* [Task item]:
Copy out the records below exactly as they appear.

+ + + + +

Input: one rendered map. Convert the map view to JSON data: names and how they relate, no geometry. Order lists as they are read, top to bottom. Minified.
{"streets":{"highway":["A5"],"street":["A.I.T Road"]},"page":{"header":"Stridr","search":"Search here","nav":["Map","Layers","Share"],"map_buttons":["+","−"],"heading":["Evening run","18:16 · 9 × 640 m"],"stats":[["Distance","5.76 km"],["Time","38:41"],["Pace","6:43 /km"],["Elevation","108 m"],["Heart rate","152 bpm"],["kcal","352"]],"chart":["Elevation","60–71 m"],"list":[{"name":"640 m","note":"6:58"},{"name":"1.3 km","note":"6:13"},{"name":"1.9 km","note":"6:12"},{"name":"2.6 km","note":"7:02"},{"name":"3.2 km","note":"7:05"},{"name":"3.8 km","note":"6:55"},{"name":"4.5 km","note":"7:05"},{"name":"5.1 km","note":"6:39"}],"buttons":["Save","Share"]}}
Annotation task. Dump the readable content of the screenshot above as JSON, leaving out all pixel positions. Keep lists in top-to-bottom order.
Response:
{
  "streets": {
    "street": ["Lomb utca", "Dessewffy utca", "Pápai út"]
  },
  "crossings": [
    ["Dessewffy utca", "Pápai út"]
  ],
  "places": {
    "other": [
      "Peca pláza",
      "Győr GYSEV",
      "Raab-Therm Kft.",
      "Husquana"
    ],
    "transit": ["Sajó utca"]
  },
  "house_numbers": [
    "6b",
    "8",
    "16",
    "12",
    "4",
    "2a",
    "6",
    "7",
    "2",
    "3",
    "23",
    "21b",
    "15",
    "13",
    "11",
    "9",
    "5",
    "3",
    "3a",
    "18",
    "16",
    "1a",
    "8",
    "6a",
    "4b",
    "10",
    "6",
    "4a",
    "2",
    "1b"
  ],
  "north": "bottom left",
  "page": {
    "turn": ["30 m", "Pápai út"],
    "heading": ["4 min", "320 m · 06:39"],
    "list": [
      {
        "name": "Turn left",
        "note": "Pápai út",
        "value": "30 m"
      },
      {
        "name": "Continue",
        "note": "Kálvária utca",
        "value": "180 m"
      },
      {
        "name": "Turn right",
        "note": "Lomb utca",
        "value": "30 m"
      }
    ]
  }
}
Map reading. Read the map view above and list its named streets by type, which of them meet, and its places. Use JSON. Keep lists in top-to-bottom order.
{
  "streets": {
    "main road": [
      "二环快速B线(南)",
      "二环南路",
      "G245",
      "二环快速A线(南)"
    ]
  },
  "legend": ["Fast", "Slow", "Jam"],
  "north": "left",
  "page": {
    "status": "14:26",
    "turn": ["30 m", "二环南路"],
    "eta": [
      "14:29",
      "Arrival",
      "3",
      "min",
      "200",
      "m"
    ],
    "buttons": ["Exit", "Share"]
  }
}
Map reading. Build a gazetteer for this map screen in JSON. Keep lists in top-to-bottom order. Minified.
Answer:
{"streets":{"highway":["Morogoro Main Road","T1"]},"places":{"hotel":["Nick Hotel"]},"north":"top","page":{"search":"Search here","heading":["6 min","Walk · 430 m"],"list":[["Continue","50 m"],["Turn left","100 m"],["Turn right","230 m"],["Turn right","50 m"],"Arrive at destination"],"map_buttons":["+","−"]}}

+ + + + +

* [Answer area]:
Input: one rendered map. Convert the map view to JSON data: names and how they relate, no geometry. Order lists as they are read, top to bottom. Minified.
{"streets":{"highway":["A5"],"street":["A.I.T Road"]},"page":{"header":"Stridr","search":"Search here","nav":["Map","Layers","Share"],"map_buttons":["+","−"],"heading":["Evening run","18:16 · 9 × 640 m"],"stats":[["Distance","5.76 km"],["Time","38:41"],["Pace","6:43 /km"],["Elevation","108 m"],["Heart rate","152 bpm"],["kcal","352"]],"chart":["Elevation","60–71 m"],"list":[{"name":"640 m","note":"6:58"},{"name":"1.3 km","note":"6:13"},{"name":"1.9 km","note":"6:12"},{"name":"2.6 km","note":"7:02"},{"name":"3.2 km","note":"7:05"},{"name":"3.8 km","note":"6:55"},{"name":"4.5 km","note":"7:05"},{"name":"5.1 km","note":"6:39"}],"buttons":["Save","Share"]}}
Annotation task. Dump the readable content of the screenshot above as JSON, leaving out all pixel positions. Keep lists in top-to-bottom order.
Response:
{
  "streets": {
    "street": ["Lomb utca", "Dessewffy utca", "Pápai út"]
  },
  "crossings": [
    ["Dessewffy utca", "Pápai út"]
  ],
  "places": {
    "other": [
      "Peca pláza",
      "Győr GYSEV",
      "Raab-Therm Kft.",
      "Husquana"
    ],
    "transit": ["Sajó utca"]
  },
  "house_numbers": [
    "6b",
    "8",
    "16",
    "12",
    "4",
    "2a",
    "6",
    "7",
    "2",
    "3",
    "23",
    "21b",
    "15",
    "13",
    "11",
    "9",
    "5",
    "3",
    "3a",
    "18",
    "16",
    "1a",
    "8",
    "6a",
    "4b",
    "10",
    "6",
    "4a",
    "2",
    "1b"
  ],
  "north": "bottom left",
  "page": {
    "turn": ["30 m", "Pápai út"],
    "heading": ["4 min", "320 m · 06:39"],
    "list": [
      {
        "name": "Turn left",
        "note": "Pápai út",
        "value": "30 m"
      },
      {
        "name": "Continue",
        "note": "Kálvária utca",
        "value": "180 m"
      },
      {
        "name": "Turn right",
        "note": "Lomb utca",
        "value": "30 m"
      }
    ]
  }
}
Map reading. Read the map view above and list its named streets by type, which of them meet, and its places. Use JSON. Keep lists in top-to-bottom order.
{
  "streets": {
    "main road": [
      "二环快速B线(南)",
      "二环南路",
      "G245",
      "二环快速A线(南)"
    ]
  },
  "legend": ["Fast", "Slow", "Jam"],
  "north": "left",
  "page": {
    "status": "14:26",
    "turn": ["30 m", "二环南路"],
    "eta": [
      "14:29",
      "Arrival",
      "3",
      "min",
      "200",
      "m"
    ],
    "buttons": ["Exit", "Share"]
  }
}
Map reading. Build a gazetteer for this map screen in JSON. Keep lists in top-to-bottom order. Minified.
Answer:
{"streets":{"highway":["Morogoro Main Road","T1"]},"places":{"hotel":["Nick Hotel"]},"north":"top","page":{"search":"Search here","heading":["6 min","Walk · 430 m"],"list":[["Continue","50 m"],["Turn left","100 m"],["Turn right","230 m"],["Turn right","50 m"],"Arrive at destination"],"map_buttons":["+","−"]}}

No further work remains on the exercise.